Archeological Headquarters Mikulčice
Mikulčice, lokality Trapíkov
2010 – 2013
|Team:||Miroslava Blechová, Jakub Kovářík, Viktor Kvita, Petr Pelčák, Alena Superatová, Marcela Uřídilová (project supervisor)|
|Art work:||prints/ painter Jaroslav Blažek|
|Investor:||Archeologický ústav AV ČR, Brno, v.v.i.|
|Awards:||2017 shortlisted for the Czech Architecture Award 2017|
|2015 shortlisted for the European Prize for Architecture – Mies van der Rohe Award|
|2015 shortlisted for the Piranesi Award|
|2015 Grand Prix of the Community of Architects, honourary mention in the category of new structures|
|2013 Honourary Mention, Structure of the Year in the Zlín region, category Structures Realized outside the Territory of the Zlín region|
|Photographs of the model:||David Židlický|
The designing of an archaeological headquarters is a wonderful task, but quite difficult due to building a structure in an “empty” landscape and due to the fact that you are entering a territory which could contain graves under your feet.

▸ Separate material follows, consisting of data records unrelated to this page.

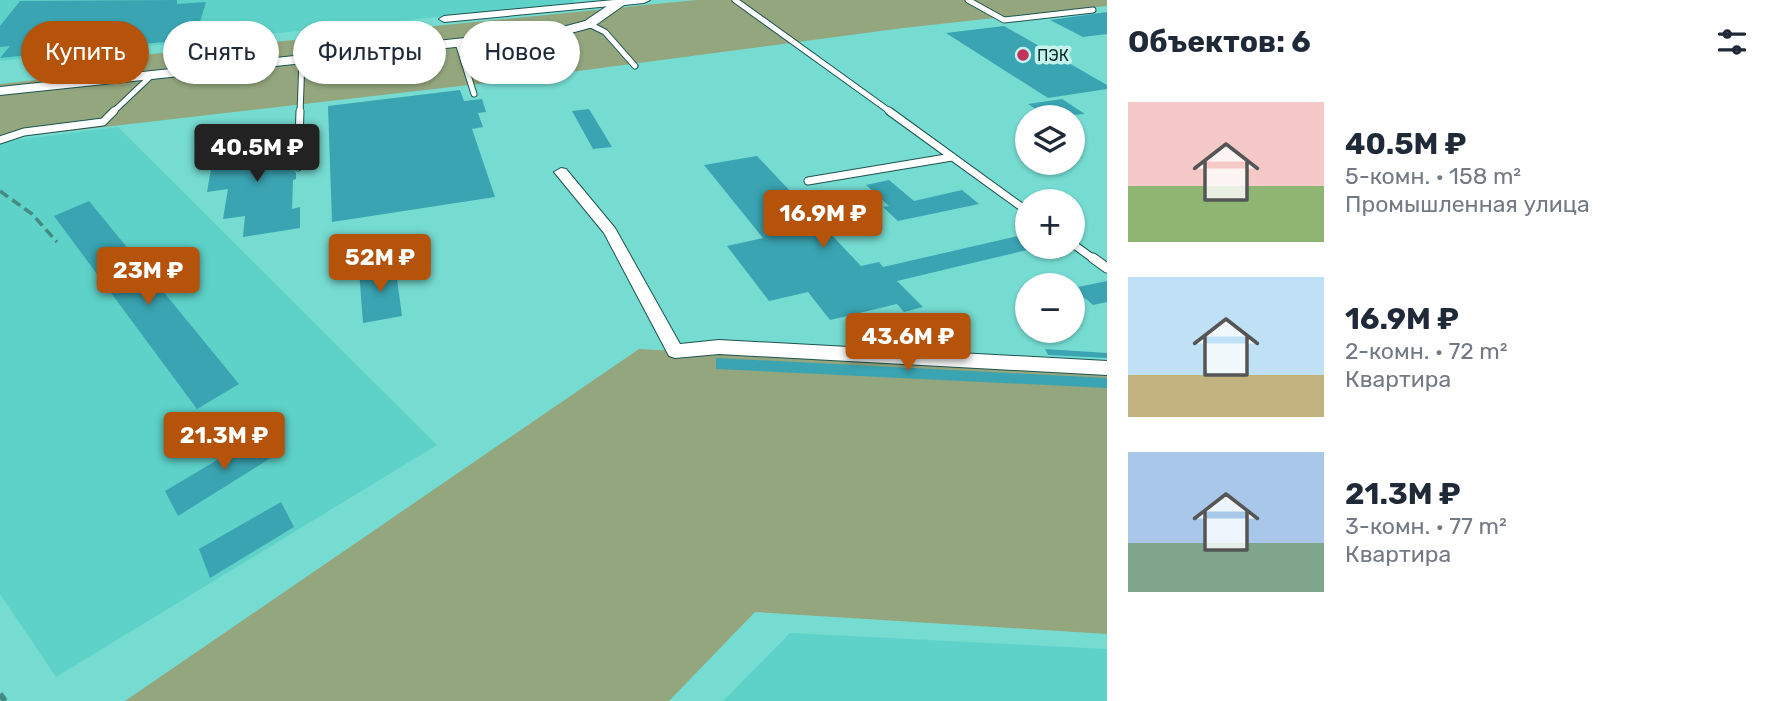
<!DOCTYPE html>
<html lang="ru">
<head>
<meta charset="utf-8">
<style>
  body { margin:0; font-family:Rubik,sans-serif; background:#f6f6f7; color:#1f2937; height:100vh; display:flex; flex-direction:column; font-size:26px; white-space:nowrap }
  * { box-sizing:border-box; margin:0 }
  p { font-size:23px; color:#747a83 }
  .icon { flex:none; width:38px; height:38px; fill:none; stroke:currentColor; stroke-width:2; stroke-linecap:round; stroke-linejoin:round }
  .map { position:relative; flex:1; overflow:hidden }
  .details { display:flex; flex-direction:column; background:#fff; width:665px }
  .details>* { flex:none }
  .banner { position:absolute; left:21px; top:21px; width:665px; height:63px; display:flex; gap:14px }
  .fabs { position:absolute; left:1015px; top:105px; display:grid; gap:14px }
  .fabs a { display:grid; place-items:center; width:70px; height:70px; border-radius:50%; background:#fff; box-shadow:0 2px 5px #0004; font-size:35px }
  .price { position:absolute; translate:-50% -60px; padding:0 16px; border-radius:7px; background:#b45309; color:#fff; font-size:23px; line-height:46px; filter:drop-shadow(0 2px 4px #0008) }
  .price::after { content:''; position:absolute; left:50%; top:42px; width:21px; height:16px; margin-left:-10px; background:inherit; clip-path:polygon(0 0,100% 0,50% 100%) }
  .price.selected { background:#222; color:#fff }
  ul { padding:0; list-style:none }
  li { display:flex; align-items:center; gap:21px; height:175px; padding:0 21px }
  li span { display:grid; place-items:center; flex:none; width:196px; height:140px; border-radius:0px; color:#555 }
  li>.icon { margin-inline-start:auto }
  span .icon { width:84px; height:84px; fill:#fffc; stroke-width:1 }
  li b { font-size:30px }
  h2 { display:flex; justify-content:space-between; align-items:center; height:84px; padding:0 21px; font-size:30px }
  .tag { padding:0 24px; border-radius:32px; background:#fff; box-shadow:0 2px 5px #0004; font-size:24px; line-height:63px }
  .tag.selected { background:#b45309; color:#fff }
  main { display:flex; flex:1; min-height:0 }
  .map>svg:first-child { display:block }
  .built { fill:#5ed2c8 }
  .green { fill:#94a67e }
  .building { fill:#3aa4b2 }
  .lines { fill:none; stroke-linecap:round; stroke-linejoin:round }
  .service-far2-casing { stroke:#1d5450; stroke-width:7 }
  .service-far1-casing { stroke:#1d5450; stroke-width:9 }
  .service-casing { stroke:#1d5450; stroke-width:11 }
  .minor-casing { stroke:#1d5450; stroke-width:2 }
  .tertiary-casing { stroke:#1d5450; stroke-width:2 }
  .service-far2 { stroke:#fff; stroke-width:5 }
  .service-far1 { stroke:#fff; stroke-width:7 }
  .service { stroke:#fff; stroke-width:9 }
  .minor { fill:#fff; fill-rule:evenodd }
  .tertiary { fill:#fff; fill-rule:evenodd }
  .rail-far1 { stroke:#438a83; stroke-width:3.5; stroke-dasharray:10 5; stroke-linecap:butt }
  .rail { stroke:#438a83; stroke-width:6; stroke-dasharray:18 9; stroke-linecap:butt }
  .poi-dot { fill:#c1325d; stroke:#c4f3ed; stroke-width:2.5 }
  .labels { text-anchor:middle; dominant-baseline:central; stroke-width:7; stroke-linejoin:round; paint-order:stroke }
  .far-poi-label { font-size:16px; fill:#072926; stroke:#c4f3ed; text-anchor:start }
</style>
</head>
<body>
<main>
<div class="map">
<svg width="1107" height="701" viewBox="0 0 1107 701">
  <rect width="100%" height="100%" fill="#76dcd2"/>
  <g class="built">
    <polygon points="0,0 573,0 575,3 0,61"/>
    <polygon points="118,127 437,445 56,677 0,594 0,142"/>
    <polygon points="790,633 1107,649 1107,701 723,701"/>
  </g>
  <g class="green">
    <polygon points="696,0 1107,0 1107,6 903,28 495,82 0,139 0,84 104,72 112,58"/>
    <polygon points="639,349 1107,374 1107,634 755,612 669,701 125,701"/>
  </g>
  <g class="building">
    <polygon points="177,0 177,4 206,2 195,39 0,58 10,46 0,47 0,26 20,1"/>
    <polygon points="1107,12 1107,34 1083,37 1050,20"/>
    <polygon points="1004,26 1107,85 1107,89 1048,98 946,33"/>
    <polygon points="460,90 464,101 482,99 486,112 478,113 483,127 472,129 495,197 332,222 328,106"/>
    <polygon points="1062,99 1085,114 1048,117 1028,104"/>
    <polygon points="589,109 612,147 593,149 572,111"/>
    <polygon points="293,136 292,167 296,173 296,179 293,180 292,209 300,207 300,228 243,237 245,216 223,219 228,189 207,192 215,146"/>
    <polygon points="757,156 861,266 879,262 883,267 1027,234 1027,250 897,281 923,307 904,312 897,304 830,320 808,292 769,301 727,246 763,238 704,165"/>
    <polygon points="889,180 914,201 962,190 979,204 898,221 883,207 889,206 866,185"/>
    <polygon points="89,201 239,384 197,409 54,216"/>
    <polygon points="395,264 402,316 363,323 359,270"/>
    <polygon points="1107,281 1107,302 1093,305 1073,288"/>
    <polygon points="1045,349 1107,353 1107,358 1048,355"/>
    <polygon points="716,358 1107,378 1107,388 716,369"/>
    <polygon points="271,428 285,449 178,516 165,491"/>
    <polygon points="281,502 294,527 210,578 199,549"/>
  </g>
  <g class="lines">
    <g class="service-far2-casing">
      <g id="service-far2">
        <polyline points="735,0 892,113"/>
        <polyline points="968,0 1004,20 1093,10"/>
        <polyline points="589,24 605,32 635,66"/>
        <polyline points="458,43 474,94"/>
        <polyline points="112,113 152,75"/>
        <polyline points="300,113 302,60"/>
      </g>
    </g>
    <g class="service-far1-casing">
      <g id="service-far1">
        <polyline points="889,111 1027,211"/>
        <polyline points="0,140 24,132 103,122 114,111"/>
        <polyline points="298,167 300,111"/>
        <polyline points="808,181 952,157"/>
        <polyline points="1073,244 1095,260"/>
      </g>
    </g>
    <g class="service-casing">
      <polyline id="service" points="1093,258 1107,268"/>
    </g>
    <g class="minor-casing">
      <g id="minor">
        <polygon points="614,0 625,2 621,5 444,22 439,19 444,16"/>
        <polygon points="561,168 566,169 615,228 680,344 719,340 1107,361 1107,375 719,354 675,358 669,356 604,233 554,172"/>
      </g>
    </g>
    <g class="tertiary-casing">
      <polygon id="tertiary" points="616,0 650,0 644,3 624,5 593,27 560,36 0,95 0,87 559,28 585,21"/>
    </g>
    <use href="#service-far2" class="service-far2"/>
    <use href="#service-far1" class="service-far1"/>
    <use href="#service" class="service"/>
    <use href="#minor" class="minor"/>
    <use href="#tertiary" class="tertiary"/>
    <polyline class="rail-far1" points="0,191 32,214 57,242"/>
    <polyline class="rail" points="0,694 5,701"/>
  </g>
  <circle class="poi-dot" cx="1023" cy="55" r="7"/>
  <g class="labels">
    <g class="far-poi-label">
      <text x="1037" y="55">ПЭК</text>
    </g>
  </g>
</svg>
<div class="fabs">
<a><svg class="icon" aria-label="layers" viewBox="0 0 24 24"><path d="M12 4l9 5-9 5-9-5zM3 14l9 5 9-5"/></svg></a>
<a>+</a>
<a>−</a>
</div>
<b class="price selected" style="left:257px;top:184px">40.5M ₽</b>
<b class="price" style="left:823px;top:250px">16.9M ₽</b>
<b class="price" style="left:380px;top:294px">52M ₽</b>
<b class="price" style="left:148px;top:307px">23M ₽</b>
<b class="price" style="left:908px;top:373px">43.6M ₽</b>
<b class="price" style="left:224px;top:472px">21.3M ₽</b>
<div class="banner">
<a class="tag selected">Купить</a>
<a class="tag">Снять</a>
<a class="tag">Фильтры</a>
<a class="tag">Новое</a>
</div>
</div>
<section class="details">
<h2>Объектов: 6<svg class="icon" aria-label="filters" viewBox="0 0 24 24"><path d="M4 7h16M4 17h16"/><circle cx="9" cy="7" r="2"/><circle cx="15" cy="17" r="2"/></svg></h2>
<ul>
<li><span style="background:linear-gradient(#f6c9c9 60%,#8fb573 0)"><svg class="icon" aria-label="home" viewBox="0 0 24 24"><path d="M3 11l9-7 9 7M6 9v11h12V9"/></svg></span><div><b>40.5M ₽</b><p>5-комн. · 158 m²</p><p>Промышленная улица</p></div></li>
<li><span style="background:linear-gradient(#bfe0f5 70%,#c2b280 0)"><svg class="icon" aria-label="home" viewBox="0 0 24 24"><path d="M3 11l9-7 9 7M6 9v11h12V9"/></svg></span><div><b>16.9M ₽</b><p>2-комн. · 72 m²</p><p>Квартира</p></div></li>
<li><span style="background:linear-gradient(#a9c7e8 65%,#7fa58c 0)"><svg class="icon" aria-label="home" viewBox="0 0 24 24"><path d="M3 11l9-7 9 7M6 9v11h12V9"/></svg></span><div><b>21.3M ₽</b><p>3-комн. · 77 m²</p><p>Квартира</p></div></li>
</ul>
</section>
</main>
</body>
</html>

You thus come across history not only in a meadow, but in the woods. We worked in this kind of setting on the site of a Great Moravian fortified settlement from the ninth century. In order for the structure to fit in with the open landscape, it has a small scale made up of a compact, abstract and firm, seemingly cut, body, which lacks the characteristic attributes of a house, such as doors, windows or a roof.

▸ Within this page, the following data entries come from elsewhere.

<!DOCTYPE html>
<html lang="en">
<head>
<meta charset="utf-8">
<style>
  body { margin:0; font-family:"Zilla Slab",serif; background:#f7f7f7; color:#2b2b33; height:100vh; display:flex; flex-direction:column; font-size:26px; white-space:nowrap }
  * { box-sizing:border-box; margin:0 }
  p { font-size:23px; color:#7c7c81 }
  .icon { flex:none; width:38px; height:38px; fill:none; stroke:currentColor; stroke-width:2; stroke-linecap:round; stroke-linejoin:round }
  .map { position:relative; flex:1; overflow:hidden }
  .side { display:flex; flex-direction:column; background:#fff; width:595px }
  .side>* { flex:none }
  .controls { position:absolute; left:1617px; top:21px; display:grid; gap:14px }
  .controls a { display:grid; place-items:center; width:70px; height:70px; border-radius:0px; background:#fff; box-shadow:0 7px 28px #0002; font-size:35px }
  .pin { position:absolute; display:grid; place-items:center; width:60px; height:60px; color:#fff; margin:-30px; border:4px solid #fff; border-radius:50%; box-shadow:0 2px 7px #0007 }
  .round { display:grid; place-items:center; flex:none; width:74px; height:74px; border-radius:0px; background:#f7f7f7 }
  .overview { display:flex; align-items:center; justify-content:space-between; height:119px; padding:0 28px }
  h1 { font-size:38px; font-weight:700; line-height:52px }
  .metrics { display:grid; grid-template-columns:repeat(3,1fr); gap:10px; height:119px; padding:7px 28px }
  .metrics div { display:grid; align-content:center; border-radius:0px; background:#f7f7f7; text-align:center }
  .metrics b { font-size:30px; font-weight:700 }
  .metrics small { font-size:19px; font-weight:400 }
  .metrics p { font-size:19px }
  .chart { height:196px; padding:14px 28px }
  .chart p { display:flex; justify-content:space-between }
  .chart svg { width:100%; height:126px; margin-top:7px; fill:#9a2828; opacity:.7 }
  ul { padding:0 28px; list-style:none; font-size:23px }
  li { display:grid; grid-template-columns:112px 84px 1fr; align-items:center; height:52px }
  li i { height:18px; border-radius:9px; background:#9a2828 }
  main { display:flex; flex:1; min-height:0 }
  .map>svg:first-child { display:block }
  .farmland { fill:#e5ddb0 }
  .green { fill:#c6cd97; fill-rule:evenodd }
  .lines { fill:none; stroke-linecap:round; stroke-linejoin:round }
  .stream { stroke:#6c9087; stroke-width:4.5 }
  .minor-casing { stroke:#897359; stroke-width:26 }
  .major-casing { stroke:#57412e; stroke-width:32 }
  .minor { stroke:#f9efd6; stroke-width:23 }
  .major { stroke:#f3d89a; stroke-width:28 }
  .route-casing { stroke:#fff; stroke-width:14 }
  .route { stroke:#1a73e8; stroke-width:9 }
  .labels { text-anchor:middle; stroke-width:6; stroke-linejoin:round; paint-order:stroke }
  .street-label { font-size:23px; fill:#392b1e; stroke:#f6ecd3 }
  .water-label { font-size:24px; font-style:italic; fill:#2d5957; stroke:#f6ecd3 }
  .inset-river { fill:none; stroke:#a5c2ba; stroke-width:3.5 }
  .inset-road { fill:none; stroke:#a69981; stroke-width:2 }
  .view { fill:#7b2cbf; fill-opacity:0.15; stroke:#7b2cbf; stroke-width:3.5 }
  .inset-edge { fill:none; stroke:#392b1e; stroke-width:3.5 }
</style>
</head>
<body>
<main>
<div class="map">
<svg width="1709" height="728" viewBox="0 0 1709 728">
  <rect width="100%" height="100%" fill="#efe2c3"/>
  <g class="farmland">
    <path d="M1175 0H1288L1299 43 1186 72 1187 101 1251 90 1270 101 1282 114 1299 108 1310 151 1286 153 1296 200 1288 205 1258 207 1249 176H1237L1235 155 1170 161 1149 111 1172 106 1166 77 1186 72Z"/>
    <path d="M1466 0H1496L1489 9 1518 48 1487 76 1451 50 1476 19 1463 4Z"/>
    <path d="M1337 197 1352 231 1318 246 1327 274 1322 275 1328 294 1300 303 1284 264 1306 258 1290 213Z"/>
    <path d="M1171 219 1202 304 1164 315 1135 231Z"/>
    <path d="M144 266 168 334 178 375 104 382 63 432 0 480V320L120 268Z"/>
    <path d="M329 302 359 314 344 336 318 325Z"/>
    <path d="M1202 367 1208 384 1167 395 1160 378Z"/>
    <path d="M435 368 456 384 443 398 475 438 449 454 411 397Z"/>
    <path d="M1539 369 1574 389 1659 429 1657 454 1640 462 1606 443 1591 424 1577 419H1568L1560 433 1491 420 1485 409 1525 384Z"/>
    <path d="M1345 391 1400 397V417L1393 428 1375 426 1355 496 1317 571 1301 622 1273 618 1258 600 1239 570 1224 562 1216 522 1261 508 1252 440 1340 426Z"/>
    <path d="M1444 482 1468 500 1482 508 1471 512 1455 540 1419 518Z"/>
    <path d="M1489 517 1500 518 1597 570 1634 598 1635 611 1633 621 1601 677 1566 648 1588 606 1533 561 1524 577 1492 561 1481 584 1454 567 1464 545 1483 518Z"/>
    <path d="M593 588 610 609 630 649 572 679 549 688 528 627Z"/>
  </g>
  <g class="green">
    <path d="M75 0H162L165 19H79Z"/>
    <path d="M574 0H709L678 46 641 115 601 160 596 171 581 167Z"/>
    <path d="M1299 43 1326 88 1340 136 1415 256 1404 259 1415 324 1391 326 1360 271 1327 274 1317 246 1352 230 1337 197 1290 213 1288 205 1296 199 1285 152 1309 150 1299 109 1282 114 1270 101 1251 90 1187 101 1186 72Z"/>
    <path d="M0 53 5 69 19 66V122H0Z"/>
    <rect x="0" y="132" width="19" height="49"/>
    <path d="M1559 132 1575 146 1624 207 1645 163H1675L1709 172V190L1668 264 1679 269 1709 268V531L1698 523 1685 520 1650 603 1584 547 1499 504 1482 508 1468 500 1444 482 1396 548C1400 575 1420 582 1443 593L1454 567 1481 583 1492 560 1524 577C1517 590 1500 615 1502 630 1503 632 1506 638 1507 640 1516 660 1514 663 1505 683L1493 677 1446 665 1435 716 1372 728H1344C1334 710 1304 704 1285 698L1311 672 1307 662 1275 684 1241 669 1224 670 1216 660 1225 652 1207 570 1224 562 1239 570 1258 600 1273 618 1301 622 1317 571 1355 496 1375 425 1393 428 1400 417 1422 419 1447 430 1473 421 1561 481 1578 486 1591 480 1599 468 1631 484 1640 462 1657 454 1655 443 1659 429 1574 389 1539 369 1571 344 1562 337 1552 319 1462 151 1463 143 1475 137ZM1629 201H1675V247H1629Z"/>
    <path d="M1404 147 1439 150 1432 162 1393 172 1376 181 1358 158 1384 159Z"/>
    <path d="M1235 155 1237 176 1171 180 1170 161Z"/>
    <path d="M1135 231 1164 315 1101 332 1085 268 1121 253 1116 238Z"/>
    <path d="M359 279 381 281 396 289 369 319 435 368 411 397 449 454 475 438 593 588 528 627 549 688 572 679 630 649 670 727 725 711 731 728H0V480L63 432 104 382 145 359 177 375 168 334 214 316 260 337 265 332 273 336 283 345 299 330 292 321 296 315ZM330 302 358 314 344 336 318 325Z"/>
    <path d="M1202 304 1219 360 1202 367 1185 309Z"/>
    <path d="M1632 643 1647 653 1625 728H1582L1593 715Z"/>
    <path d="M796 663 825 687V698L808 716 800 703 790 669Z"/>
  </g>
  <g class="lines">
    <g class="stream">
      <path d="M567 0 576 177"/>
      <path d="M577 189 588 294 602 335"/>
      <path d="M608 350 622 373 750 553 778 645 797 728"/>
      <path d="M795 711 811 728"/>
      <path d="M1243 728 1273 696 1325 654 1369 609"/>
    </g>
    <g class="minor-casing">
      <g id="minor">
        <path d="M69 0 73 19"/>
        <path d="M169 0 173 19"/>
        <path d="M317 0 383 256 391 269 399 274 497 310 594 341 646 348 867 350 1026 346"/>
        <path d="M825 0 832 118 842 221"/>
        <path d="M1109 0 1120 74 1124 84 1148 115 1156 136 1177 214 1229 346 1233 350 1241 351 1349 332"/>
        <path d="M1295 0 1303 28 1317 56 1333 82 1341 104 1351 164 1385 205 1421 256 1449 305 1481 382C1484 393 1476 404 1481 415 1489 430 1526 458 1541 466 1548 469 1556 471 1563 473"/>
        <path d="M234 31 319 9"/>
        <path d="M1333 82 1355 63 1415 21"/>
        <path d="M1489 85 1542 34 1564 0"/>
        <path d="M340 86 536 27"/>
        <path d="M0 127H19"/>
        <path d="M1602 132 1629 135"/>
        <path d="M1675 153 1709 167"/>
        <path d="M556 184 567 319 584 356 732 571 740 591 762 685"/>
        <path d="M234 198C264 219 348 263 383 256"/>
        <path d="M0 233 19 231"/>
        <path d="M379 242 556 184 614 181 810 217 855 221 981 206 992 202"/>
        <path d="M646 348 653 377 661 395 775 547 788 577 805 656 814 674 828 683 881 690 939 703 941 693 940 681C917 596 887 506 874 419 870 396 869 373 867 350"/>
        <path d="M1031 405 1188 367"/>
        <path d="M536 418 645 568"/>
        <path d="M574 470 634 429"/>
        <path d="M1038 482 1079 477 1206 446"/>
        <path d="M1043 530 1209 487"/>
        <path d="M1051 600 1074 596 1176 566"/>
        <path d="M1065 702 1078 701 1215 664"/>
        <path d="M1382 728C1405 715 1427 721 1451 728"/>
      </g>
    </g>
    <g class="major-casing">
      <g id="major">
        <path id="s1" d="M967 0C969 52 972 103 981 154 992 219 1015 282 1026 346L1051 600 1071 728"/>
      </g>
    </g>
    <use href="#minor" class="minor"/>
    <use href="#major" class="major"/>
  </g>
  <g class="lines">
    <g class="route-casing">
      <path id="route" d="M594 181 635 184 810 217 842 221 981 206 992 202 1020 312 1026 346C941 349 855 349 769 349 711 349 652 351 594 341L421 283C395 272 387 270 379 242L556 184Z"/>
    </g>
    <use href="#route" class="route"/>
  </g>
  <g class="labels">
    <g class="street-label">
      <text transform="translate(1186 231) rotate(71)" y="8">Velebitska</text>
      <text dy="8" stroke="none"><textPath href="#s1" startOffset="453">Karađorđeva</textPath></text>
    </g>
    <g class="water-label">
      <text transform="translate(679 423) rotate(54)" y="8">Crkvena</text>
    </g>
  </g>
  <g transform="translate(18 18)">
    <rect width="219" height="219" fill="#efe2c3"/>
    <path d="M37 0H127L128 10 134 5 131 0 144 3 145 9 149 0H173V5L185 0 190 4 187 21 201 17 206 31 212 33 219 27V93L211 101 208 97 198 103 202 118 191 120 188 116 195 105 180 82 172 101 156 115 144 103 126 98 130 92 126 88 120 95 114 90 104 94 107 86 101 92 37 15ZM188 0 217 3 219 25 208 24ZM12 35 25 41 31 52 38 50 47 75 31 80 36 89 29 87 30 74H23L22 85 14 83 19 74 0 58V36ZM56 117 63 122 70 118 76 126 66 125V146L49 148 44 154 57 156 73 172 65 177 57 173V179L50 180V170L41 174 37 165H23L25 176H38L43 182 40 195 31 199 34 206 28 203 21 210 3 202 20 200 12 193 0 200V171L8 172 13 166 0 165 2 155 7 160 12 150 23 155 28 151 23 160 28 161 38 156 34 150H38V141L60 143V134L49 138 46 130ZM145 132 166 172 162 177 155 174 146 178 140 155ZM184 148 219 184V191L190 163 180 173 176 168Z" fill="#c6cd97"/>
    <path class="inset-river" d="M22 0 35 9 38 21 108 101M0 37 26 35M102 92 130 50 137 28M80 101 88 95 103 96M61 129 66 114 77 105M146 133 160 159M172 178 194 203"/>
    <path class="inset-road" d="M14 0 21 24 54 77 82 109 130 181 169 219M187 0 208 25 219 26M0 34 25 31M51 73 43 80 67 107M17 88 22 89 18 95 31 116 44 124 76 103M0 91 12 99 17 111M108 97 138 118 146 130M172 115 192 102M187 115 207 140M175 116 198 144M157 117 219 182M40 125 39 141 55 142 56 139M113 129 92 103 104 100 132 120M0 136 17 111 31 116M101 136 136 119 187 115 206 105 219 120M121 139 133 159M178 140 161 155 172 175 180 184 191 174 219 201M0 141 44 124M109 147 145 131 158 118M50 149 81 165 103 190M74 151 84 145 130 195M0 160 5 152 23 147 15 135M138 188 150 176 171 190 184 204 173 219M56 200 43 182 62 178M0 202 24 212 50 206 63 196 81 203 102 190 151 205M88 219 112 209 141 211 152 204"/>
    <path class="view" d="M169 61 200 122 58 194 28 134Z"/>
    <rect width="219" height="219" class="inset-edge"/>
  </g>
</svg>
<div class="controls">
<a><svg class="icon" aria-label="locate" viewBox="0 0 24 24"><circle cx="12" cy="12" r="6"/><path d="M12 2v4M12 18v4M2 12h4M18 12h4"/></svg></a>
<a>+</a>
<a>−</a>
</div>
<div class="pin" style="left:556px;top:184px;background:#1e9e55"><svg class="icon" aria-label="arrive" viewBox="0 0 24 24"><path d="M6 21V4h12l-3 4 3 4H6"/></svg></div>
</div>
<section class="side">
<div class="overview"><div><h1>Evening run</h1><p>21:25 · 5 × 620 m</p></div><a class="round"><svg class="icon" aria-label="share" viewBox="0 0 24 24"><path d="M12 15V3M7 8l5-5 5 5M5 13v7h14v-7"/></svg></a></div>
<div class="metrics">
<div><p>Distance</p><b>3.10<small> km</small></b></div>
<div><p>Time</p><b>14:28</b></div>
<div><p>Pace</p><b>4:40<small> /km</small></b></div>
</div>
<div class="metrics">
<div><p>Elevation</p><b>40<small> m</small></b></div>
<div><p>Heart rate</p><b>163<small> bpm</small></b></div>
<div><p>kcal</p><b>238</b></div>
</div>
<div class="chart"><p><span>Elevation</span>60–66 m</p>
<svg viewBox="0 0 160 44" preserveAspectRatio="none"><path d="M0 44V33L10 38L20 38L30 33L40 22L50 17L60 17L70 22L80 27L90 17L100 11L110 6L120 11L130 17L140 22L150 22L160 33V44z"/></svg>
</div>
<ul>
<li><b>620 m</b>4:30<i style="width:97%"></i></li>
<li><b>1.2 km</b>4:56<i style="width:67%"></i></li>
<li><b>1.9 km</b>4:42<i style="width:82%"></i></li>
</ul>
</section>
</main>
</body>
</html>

It fits in with the landscape in terms of its appearance and shaping with the cut of the entrance to the cour d’honneur being an opening in the growth along the motorway with through this, a view of the meadowlands spread out to the south-east where the fortified settlement is also located. The traditional material employed, firm natural plastering enclosing the volume and the raw wood of the sunshade and the bays, serve to link up with the ancient world of Great Moravia. Its protruding body and the shaping of the shed roofs seem to be linked with the movement of the structure moving outward from the fortifications of the alluvial forest into the open fields.
The internal atrium and the entrance cour d’honneur are “cut” into the volume of the building, with these cuts dividing it up into three wings. In a similar manner as the sections of a city meet up at the main square, the particular wings of the building meet up in the public space, in the entrance hall which is also the meeting room and the conference hall. And just as particular city quarters have their own distinct character, the particular wings of the structure have their own look and orientation to the points of the compass. Each of them is assigned a different function and their distinct characters and atmospheres make permanent use of the structure easier for both living and working. One city area, that is one wing, is for housing, one for working, while another wing is for administration.
The floors are also completely distinct just as the wings of the structure. People make use of the ground floor while in contrast the first floor, apart from being used for seasonal accommodation of students and holiday temporary workers, is designated for other things. The metal, ceramic and wood findings housed here in the depositories do not require air adaptations and consequently the entire building is not equipped with air conditioning or cooling despite being located on a site with high summer temperatures.
The arrangement of the building is key for the energy savings in terms of operations. The volume of the floor with the depositories and the engine rooms serves to insulate the ground floor year round which is designated as a workplace for employees and which consequently provides them with a pleasant climate. The laboratories with large windows open out towards the soft northern light. The structure’s shortest facade without window openings faces west, that is to the side with the most sunlight. The windows to the south are shaded by a wood sunshade on the first floor and by a deep awning on the ground floor along with wooden bays with window shutters which provide privacy and the safety of a living area.